→ Work item
Word for word, repeat the lines of the records from the one containing "Quick job: Summarize" through the last line, both included.

(Saved data entries)
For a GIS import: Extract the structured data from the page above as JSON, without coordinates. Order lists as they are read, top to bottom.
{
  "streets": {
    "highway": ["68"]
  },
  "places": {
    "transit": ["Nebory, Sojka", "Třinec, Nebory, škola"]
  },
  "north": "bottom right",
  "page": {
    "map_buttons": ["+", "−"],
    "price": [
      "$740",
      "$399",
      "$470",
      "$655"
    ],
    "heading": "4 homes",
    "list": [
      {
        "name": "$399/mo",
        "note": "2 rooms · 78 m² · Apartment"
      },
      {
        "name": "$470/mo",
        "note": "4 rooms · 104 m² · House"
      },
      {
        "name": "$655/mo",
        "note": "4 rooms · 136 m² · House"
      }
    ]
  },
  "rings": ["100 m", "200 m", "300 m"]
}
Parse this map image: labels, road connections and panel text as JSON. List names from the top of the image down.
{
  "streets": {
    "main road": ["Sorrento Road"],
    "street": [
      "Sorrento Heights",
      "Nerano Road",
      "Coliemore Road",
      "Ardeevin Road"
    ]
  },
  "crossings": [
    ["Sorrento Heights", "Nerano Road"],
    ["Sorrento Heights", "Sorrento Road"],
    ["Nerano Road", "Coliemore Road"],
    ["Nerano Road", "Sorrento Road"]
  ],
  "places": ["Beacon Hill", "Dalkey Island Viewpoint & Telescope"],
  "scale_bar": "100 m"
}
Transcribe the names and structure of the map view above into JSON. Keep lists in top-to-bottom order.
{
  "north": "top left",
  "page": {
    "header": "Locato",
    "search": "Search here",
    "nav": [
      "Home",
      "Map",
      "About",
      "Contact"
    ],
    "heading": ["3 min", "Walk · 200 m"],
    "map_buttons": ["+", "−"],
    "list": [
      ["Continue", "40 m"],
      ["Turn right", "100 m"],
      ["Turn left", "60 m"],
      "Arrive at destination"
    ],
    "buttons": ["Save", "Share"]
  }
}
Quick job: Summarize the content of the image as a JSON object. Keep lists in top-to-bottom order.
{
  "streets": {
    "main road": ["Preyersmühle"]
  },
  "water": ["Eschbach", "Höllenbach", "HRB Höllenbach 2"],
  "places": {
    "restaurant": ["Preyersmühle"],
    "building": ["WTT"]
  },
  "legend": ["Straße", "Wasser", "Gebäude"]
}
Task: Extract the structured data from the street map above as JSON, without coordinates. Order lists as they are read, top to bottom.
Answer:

→ Exercise answer
Quick job: Summarize the content of the image as a JSON object. Keep lists in top-to-bottom order.
{
  "streets": {
    "main road": ["Preyersmühle"]
  },
  "water": ["Eschbach", "Höllenbach", "HRB Höllenbach 2"],
  "places": {
    "restaurant": ["Preyersmühle"],
    "building": ["WTT"]
  },
  "legend": ["Straße", "Wasser", "Gebäude"]
}
Task: Extract the structured data from the street map above as JSON, without coordinates. Order lists as they are read, top to bottom.
Answer:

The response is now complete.